On ne s'en rend compte qu'à mi-parcours, mais il est avant tout question d'une solitude que le portrait de cinéma vient dessiner progressivement, par touches successives, entre un père biologique peu présent et un père de substitution peu aidant. Charley a entre 15 et 16 ans et se trouve déjà confronté à des considérations d'adulte, seul. Il doit se prendre en charge, vivoter à droite à gauche, et enchaîner des petits boulots qui l'amèneront à croiser la route de Lean on Pete, un cheval en fin de course promis à l'abattoir, avec lequel il s'échappera.

Le garçon et son cheval pourraient alors constituer le symbole parfait du western ou d'un road movie plus moderne, le symbole est tentant, mais il n'en sera rien. Le film n'en fait jamais trop dans la noirceur, on ne trouve aucune trace de misérabilisme, mais on est tout de même plongé dans la quête incertaine d'un gamin lâché dans la nature, à la recherche d'un tante lointaine, comme la vague promesse d'un foyer enfin serein. Dans cette optique-là, Charley et Lean on Pete apparaissent comme de minuscules figures dans l'immensité du cadre, et tous deux semblent errer comme des âmes en peine, à mesure que leur forme physique s'amenuise.

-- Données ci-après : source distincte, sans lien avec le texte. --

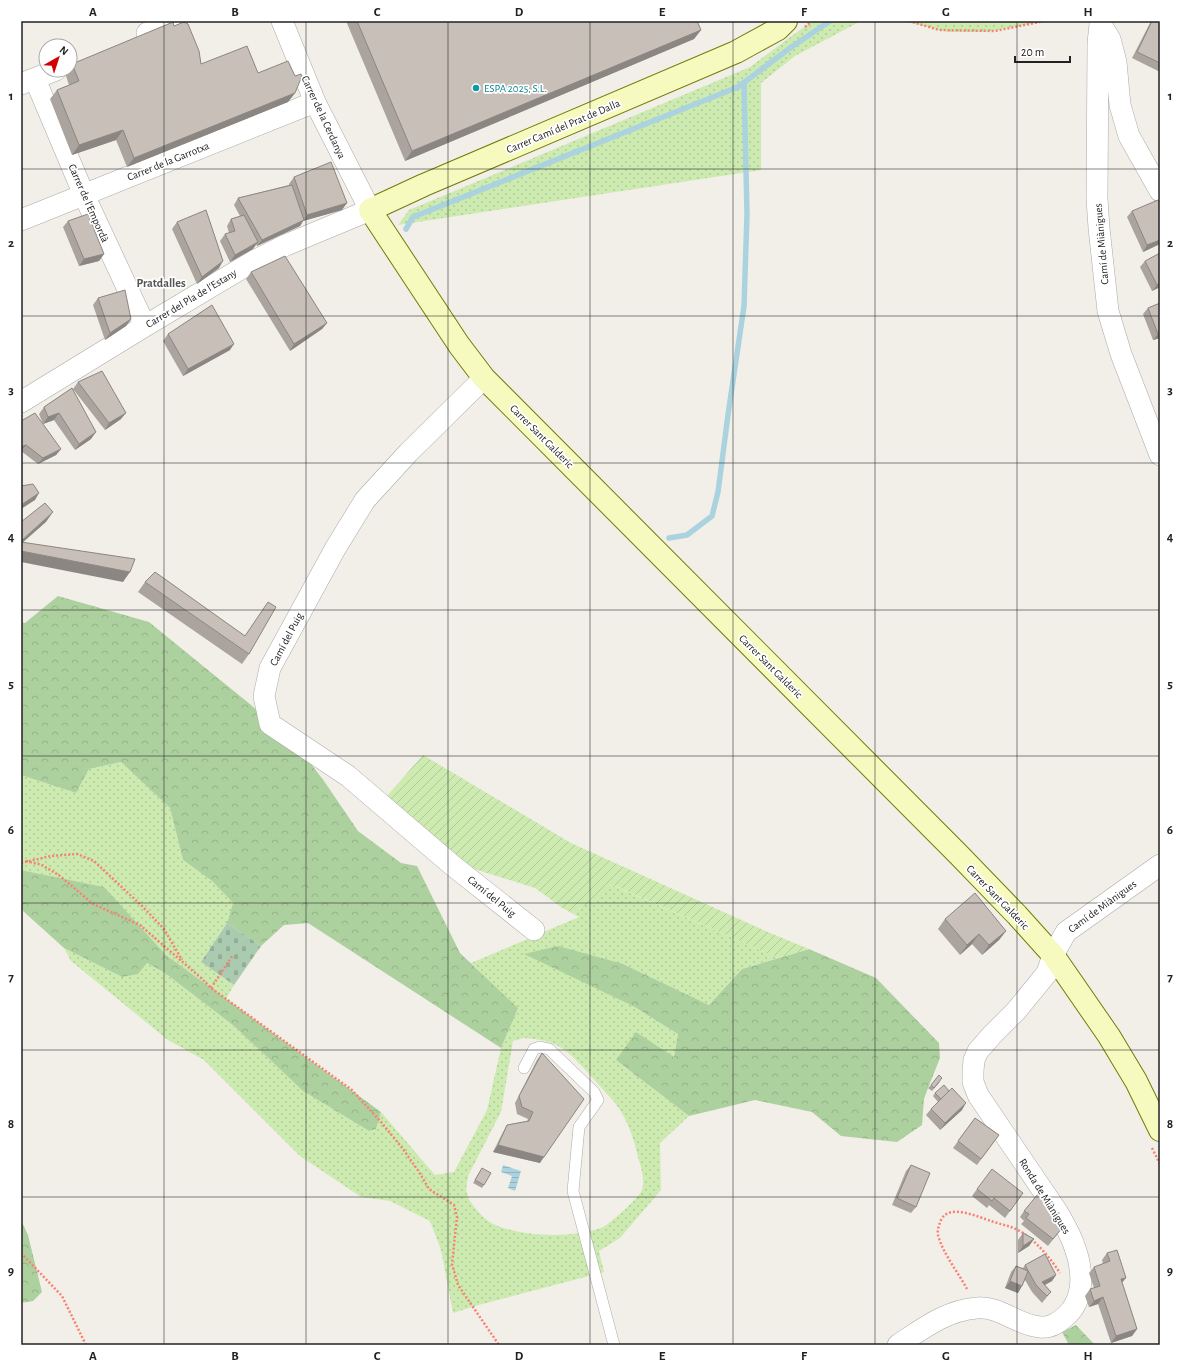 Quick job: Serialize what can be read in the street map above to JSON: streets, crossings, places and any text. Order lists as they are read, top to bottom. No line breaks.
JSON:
{"streets":{"street":["Carrer de la Cerdanya","Carrer Camí del Prat de Dalla","Carrer de la Garrotxa","Carrer de l'Empordà","Camí de Miànigues","Carrer del Pla de l'Estany","Carrer Sant Galderic","Camí del Puig","Ronda de Miànigues"]},"crossings":[["Carrer de la Cerdanya","Carrer Camí del Prat de Dalla"],["Carrer de la Cerdanya","Carrer de la Garrotxa"],["Carrer de la Cerdanya","Carrer del Pla de l'Estany"],["Carrer de la Cerdanya","Carrer Sant Galderic"],["Carrer Camí del Prat de Dalla","Carrer del Pla de l'Estany"],["Carrer Camí del Prat de Dalla","Carrer Sant Galderic"],["Carrer de la Garrotxa","Carrer de l'Empordà"],["Carrer de l'Empordà","Carrer del Pla de l'Estany"],["Camí de Miànigues","Carrer Sant Galderic"],["Camí de Miànigues","Ronda de Miànigues"],["Carrer del Pla de l'Estany","Carrer Sant Galderic"],["Carrer Sant Galderic","Camí del Puig"],["Carrer Sant Galderic","Ronda de Miànigues"]],"districts":["Pratdalles"],"places":["ESPA 2025, S.L."],"scale_bar":"20 m","north":"top right","grid":{"columns":["A","B","C","D","E","F","G","H"],"rows":["1","2","3","4","5","6","7","8","9"]}} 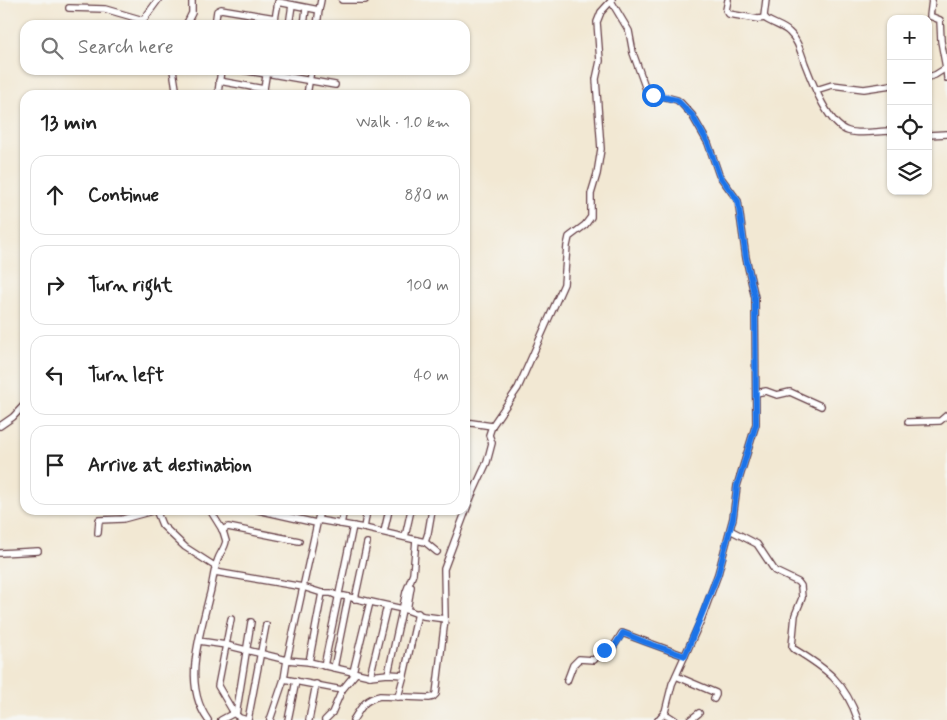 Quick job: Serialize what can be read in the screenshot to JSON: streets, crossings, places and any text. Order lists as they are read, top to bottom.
{
  "page": {
    "map_buttons": ["+", "−"],
    "search": "Search here",
    "heading": ["13 min", "Walk · 1.0 km"],
    "list": [
      ["Continue", "880 m"],
      ["Turn right", "100 m"],
      ["Turn left", "40 m"],
      "Arrive at destination"
    ]
  }
} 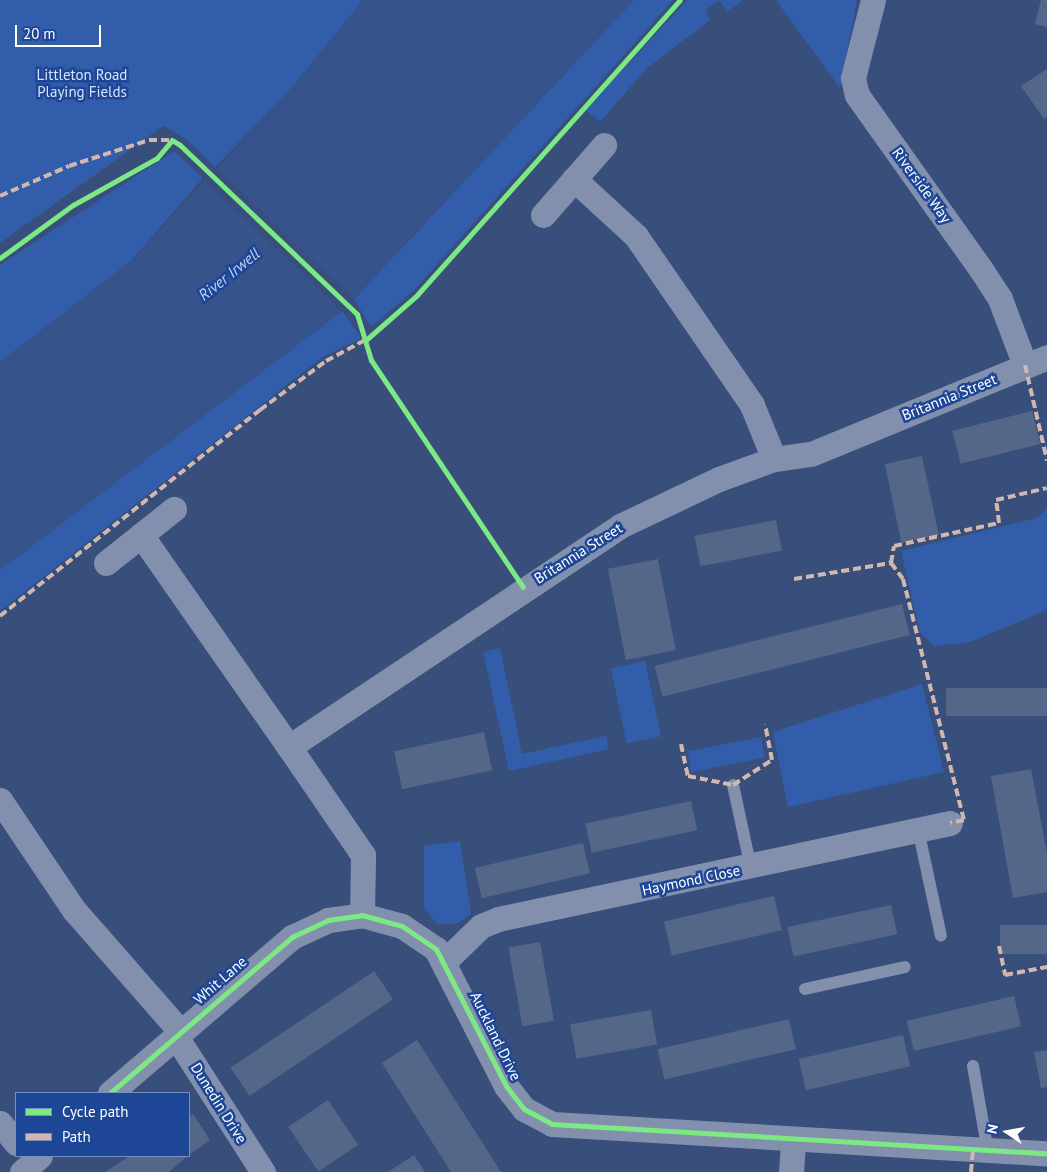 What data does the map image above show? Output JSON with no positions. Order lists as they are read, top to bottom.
{
  "streets": {
    "street": [
      "Riverside Way",
      "Britannia Street",
      "Haymond Close",
      "Whit Lane",
      "Auckland Drive",
      "Dunedin Drive"
    ]
  },
  "crossings": [
    ["Riverside Way", "Britannia Street"],
    ["Haymond Close", "Auckland Drive"],
    ["Whit Lane", "Auckland Drive"],
    ["Whit Lane", "Dunedin Drive"]
  ],
  "water": ["River Irwell"],
  "parks": ["Littleton Road Playing Fields"],
  "legend": ["Cycle path", "Path"],
  "scale_bar": "20 m",
  "north": "left"
} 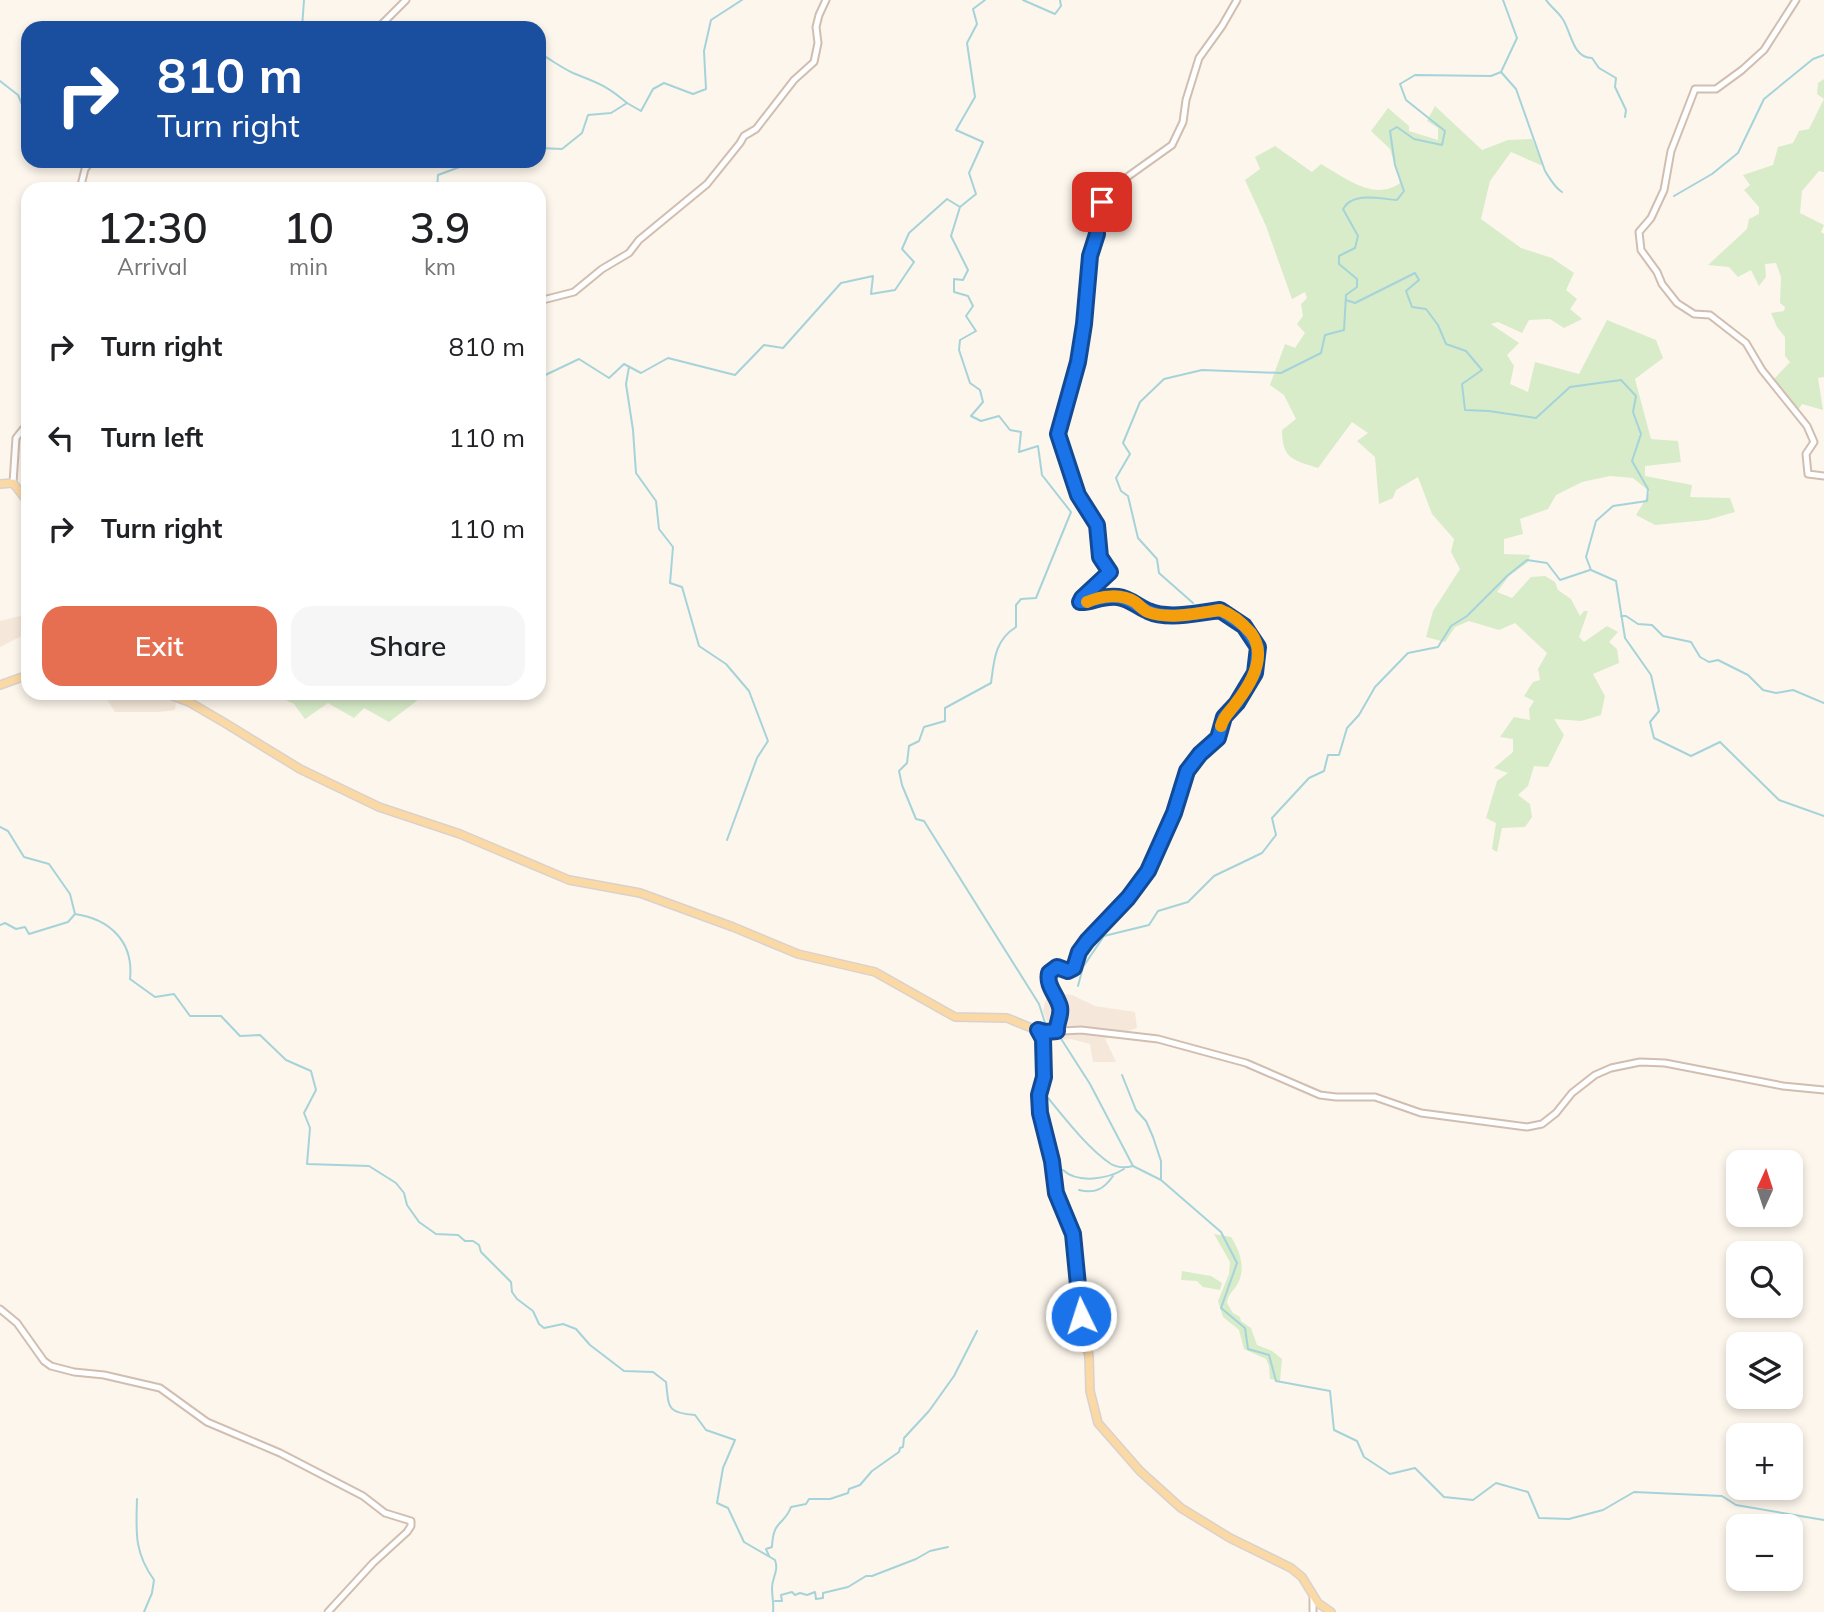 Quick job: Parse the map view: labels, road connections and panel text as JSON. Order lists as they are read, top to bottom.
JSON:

La Route sauvage est en réalité une odyssée difficile, loin des canons d'un genre qui a tendance à magnifier l'exil et la nature. Charley refusera d'ailleurs catégoriquement de monter sur son cheval : sur ce point précis, c'est l'antithèse du film de Chloé Zhao, The Rider. On traverse de grands espaces, mais c'est l'incertitude et les contretemps qui perfusent le récit, et non l'émancipation. Seule la douceur de la note finale insuffle une petite quantité d'espoir.